#### Task inputs ####

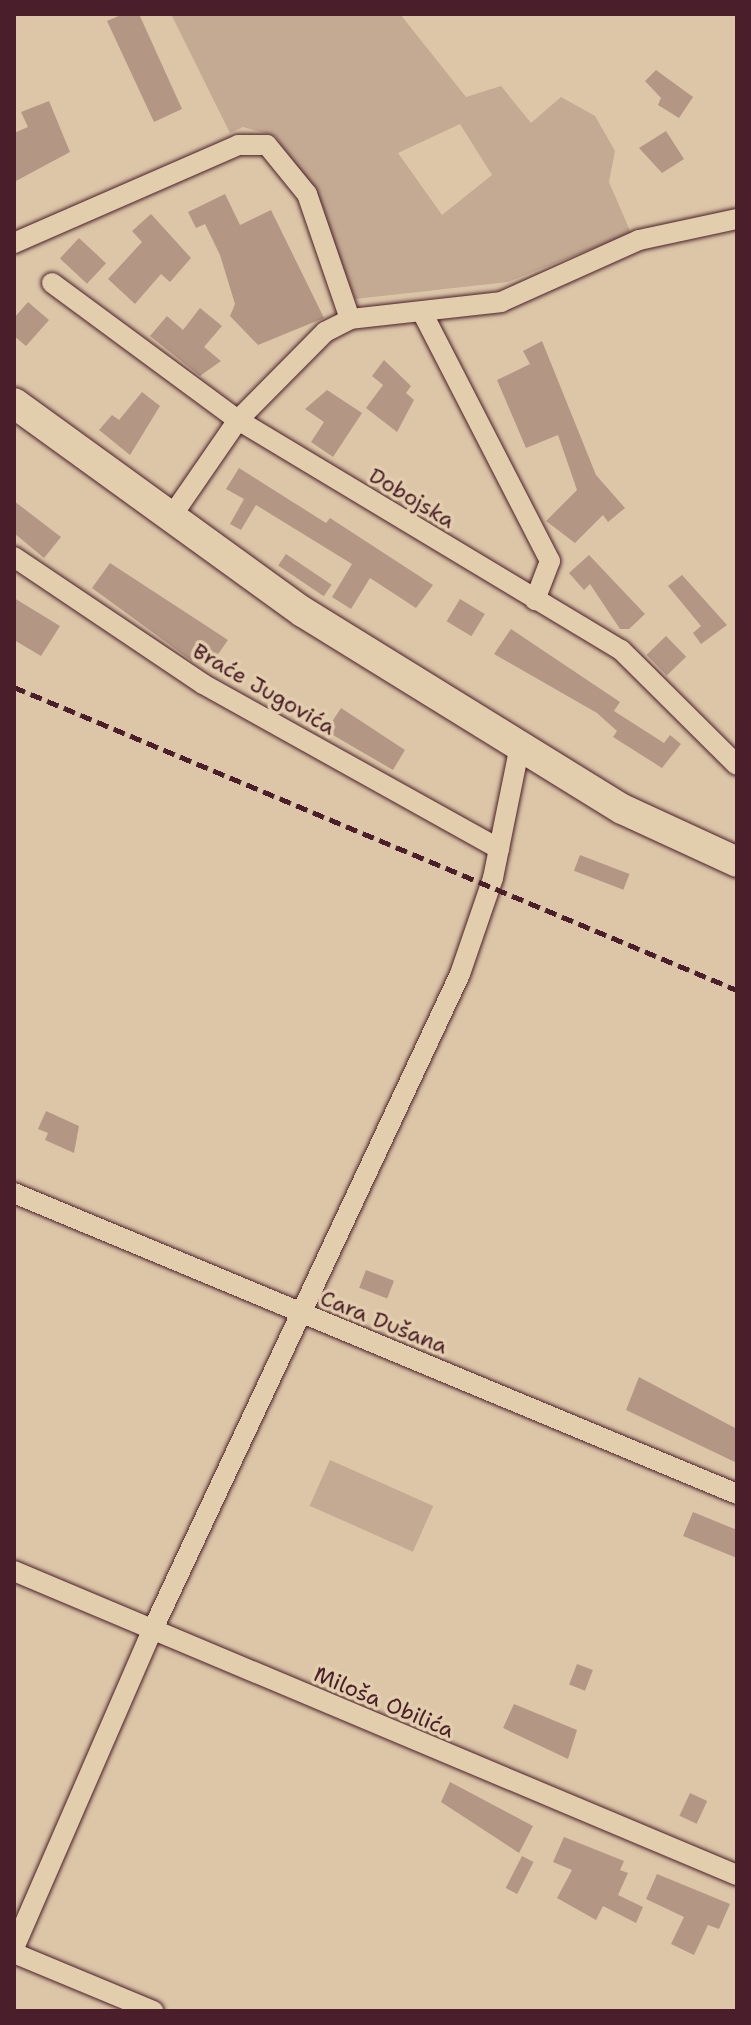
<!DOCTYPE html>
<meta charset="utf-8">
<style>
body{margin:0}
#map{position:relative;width:751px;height:2025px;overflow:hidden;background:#dcc6a7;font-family:"Shantell Sans",sans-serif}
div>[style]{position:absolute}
.green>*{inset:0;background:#c4aa92;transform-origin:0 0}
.building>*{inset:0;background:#b39784;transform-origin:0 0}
.roads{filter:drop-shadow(0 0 2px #4a1f2b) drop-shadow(0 0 2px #4a1f2b)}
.minor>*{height:20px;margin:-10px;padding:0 10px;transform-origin:10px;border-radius:10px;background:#e2cdac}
.secondary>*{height:30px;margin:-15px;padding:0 15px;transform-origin:15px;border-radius:15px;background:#e2cdac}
.rail>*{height:5px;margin-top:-2.5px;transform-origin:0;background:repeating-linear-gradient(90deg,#4a1f2b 0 12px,transparent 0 18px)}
span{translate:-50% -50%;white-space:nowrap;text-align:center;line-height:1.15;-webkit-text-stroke:7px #e2cdac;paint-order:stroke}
.street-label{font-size:22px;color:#4a1f2b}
.frame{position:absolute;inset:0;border:16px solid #4a1f2b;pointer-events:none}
</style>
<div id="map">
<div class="green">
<i style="clip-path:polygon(evenodd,171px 14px,400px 14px,466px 97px,501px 86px,531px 123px,561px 97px,595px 116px,615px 151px,609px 182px,631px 233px,508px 282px,355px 299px,311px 186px,275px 136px,243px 127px,230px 133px,171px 14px,460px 124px,492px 175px,442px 215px,398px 153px,460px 124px)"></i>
<i style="left:330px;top:1460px;width:113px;height:50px;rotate:24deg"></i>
</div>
<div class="building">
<i style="clip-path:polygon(123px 14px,139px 14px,182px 109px,154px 122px,107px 21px)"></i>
<i style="clip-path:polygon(656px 70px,693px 97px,679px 118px,658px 105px,661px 98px,645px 81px)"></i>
<i style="clip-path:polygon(49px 101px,70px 152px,14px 182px,14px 133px,28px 127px,21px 112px)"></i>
<i style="clip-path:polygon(666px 131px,684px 159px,662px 173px,639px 148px)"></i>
<i style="clip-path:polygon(225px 194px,240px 225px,271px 210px,324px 318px,258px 345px,230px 316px,235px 304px,220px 255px,205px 224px,196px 228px,188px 212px)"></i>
<i style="clip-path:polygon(151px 214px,191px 258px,170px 282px,161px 274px,135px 304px,108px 279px,142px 242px,132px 231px)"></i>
<i style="left:79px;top:238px;width:37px;height:28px;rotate:43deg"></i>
<i style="clip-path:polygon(28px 302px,49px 320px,26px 346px,14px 336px,14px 318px)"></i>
<i style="clip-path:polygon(200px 308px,222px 326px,204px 347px,221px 361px,200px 376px,150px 336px,167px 316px,183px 330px)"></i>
<i style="clip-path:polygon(542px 341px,596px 475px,625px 508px,608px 522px,603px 515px,575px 543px,546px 521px,577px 490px,558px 435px,526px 448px,497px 380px,530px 364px,523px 351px)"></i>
<i style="clip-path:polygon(384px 360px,411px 386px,406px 393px,414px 400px,397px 432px,366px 408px,383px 385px,372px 376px)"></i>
<i style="clip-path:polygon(327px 390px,362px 413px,333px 457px,311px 442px,324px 422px,305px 409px)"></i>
<i style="clip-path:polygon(142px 392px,160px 406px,130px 455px,99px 430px,112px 415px,119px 420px)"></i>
<i style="clip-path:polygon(239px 468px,326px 523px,330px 518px,433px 585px,416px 608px,370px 578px,351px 609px,332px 597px,352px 564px,256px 505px,241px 530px,230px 524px,244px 499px,226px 489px)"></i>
<i style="clip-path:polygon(14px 501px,61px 537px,44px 558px,14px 533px)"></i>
<i style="left:286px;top:554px;width:55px;height:14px;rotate:34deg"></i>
<i style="clip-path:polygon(589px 555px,645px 614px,629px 629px,620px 629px,590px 584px,584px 590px,569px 573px)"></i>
<i style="clip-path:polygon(110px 563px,228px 640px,214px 660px,199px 650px,192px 661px,92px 588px)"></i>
<i style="clip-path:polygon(682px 575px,727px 625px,701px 644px,693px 633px,701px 626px,668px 586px)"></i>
<i style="clip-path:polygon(14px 598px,60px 626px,41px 656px,14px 640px)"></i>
<i style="left:460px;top:599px;width:29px;height:26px;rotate:31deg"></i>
<i style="clip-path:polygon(511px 629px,620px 702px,614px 711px,664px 743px,670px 735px,681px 744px,662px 768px,613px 737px,617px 731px,597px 713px,494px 654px)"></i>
<i style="left:666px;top:636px;width:29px;height:27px;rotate:46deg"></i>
<i style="clip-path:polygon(341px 708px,405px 750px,393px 770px,326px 731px)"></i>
<i style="left:580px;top:855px;width:53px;height:17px;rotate:21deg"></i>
<i style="clip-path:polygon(46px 1111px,79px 1126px,74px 1153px,45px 1140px,48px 1133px,38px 1129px)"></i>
<i style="left:366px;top:1270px;width:30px;height:19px;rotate:21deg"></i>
<i style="clip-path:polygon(639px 1377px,737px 1429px,737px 1463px,626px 1410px)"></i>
<i style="clip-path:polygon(693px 1512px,737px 1530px,737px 1558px,683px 1536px)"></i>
<i style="left:577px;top:1664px;width:17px;height:22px;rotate:21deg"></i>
<i style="clip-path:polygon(514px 1704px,577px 1730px,568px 1759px,503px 1728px)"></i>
<i style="clip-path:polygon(450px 1782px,533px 1826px,519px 1853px,441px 1802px)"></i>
<i style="left:690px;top:1793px;width:19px;height:25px;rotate:25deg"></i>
<i style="clip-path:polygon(564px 1837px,624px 1861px,620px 1870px,628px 1873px,618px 1895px,643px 1907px,636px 1923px,603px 1906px,596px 1920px,557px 1898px,572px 1870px,553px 1862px)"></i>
<i style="left:522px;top:1856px;width:13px;height:36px;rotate:27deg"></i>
<i style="clip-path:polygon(657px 1874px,730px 1904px,719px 1929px,708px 1925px,694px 1955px,671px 1944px,684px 1917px,646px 1899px)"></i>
</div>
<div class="roads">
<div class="minor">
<i style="left:14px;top:243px;width:244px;rotate:-23.6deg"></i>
<i style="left:238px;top:145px;width:29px"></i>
<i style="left:267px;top:145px;width:63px;rotate:50.8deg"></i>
<i style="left:307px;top:194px;width:132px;rotate:71deg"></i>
<i style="left:52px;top:283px;width:231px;rotate:36.4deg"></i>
<i style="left:238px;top:420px;width:447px;rotate:31deg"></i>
<i style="left:621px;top:650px;width:163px;rotate:44.8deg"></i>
<i style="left:422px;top:312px;width:280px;rotate:62.8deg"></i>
<i style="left:550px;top:561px;width:42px;rotate:111deg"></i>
<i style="left:169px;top:520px;width:121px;rotate:-55.4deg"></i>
<i style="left:238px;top:420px;width:124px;rotate:-45.3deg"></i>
<i style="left:325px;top:332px;width:28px;rotate:-27deg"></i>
<i style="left:350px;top:319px;width:152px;rotate:-6.4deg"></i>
<i style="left:501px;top:302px;width:151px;rotate:-24.2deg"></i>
<i style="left:639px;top:240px;width:100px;rotate:-12.1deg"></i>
<i style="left:14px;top:557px;width:228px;rotate:33.9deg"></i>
<i style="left:203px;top:684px;width:339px;rotate:29.1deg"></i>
<i style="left:14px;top:1193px;width:783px;rotate:22.6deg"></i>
<i style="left:14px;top:1571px;width:784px;rotate:22.81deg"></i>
<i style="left:14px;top:1948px;width:346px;rotate:-66.5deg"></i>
<i style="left:152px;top:1631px;width:726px;rotate:-64.88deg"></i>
<i style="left:460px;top:974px;width:102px;rotate:-71deg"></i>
<i style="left:493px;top:878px;width:131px;rotate:-78.5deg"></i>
<i style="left:14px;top:1953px;width:151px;rotate:22.6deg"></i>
</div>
<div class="secondary">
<i style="left:14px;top:403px;width:357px;rotate:35.9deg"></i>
<i style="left:303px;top:612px;width:375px;rotate:31.7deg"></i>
<i style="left:622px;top:809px;width:127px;rotate:24.7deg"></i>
</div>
</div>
<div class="rail">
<i style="left:14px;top:687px;width:784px;rotate:22.74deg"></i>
</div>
<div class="street-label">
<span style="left:412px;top:498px;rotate:31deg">Dobojska</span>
<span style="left:264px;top:689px;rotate:30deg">Braće Jugovića</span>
<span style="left:384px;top:1322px;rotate:22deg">Cara Dušana</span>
<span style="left:384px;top:1702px;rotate:23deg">Miloša Obilića</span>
</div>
<div class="frame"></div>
</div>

####

→ Activity: From the first line above down to the line with "2px #4a1f2b) drop-shadow(0", reproduce every line and no others, omitting pictures.

→ Response area:
<!DOCTYPE html>
<meta charset="utf-8">
<style>
body{margin:0}
#map{position:relative;width:751px;height:2025px;overflow:hidden;background:#dcc6a7;font-family:"Shantell Sans",sans-serif}
div>[style]{position:absolute}
.green>*{inset:0;background:#c4aa92;transform-origin:0 0}
.building>*{inset:0;background:#b39784;transform-origin:0 0}
.roads{filter:drop-shadow(0 0 2px #4a1f2b) drop-shadow(0 0 2px #4a1f2b)}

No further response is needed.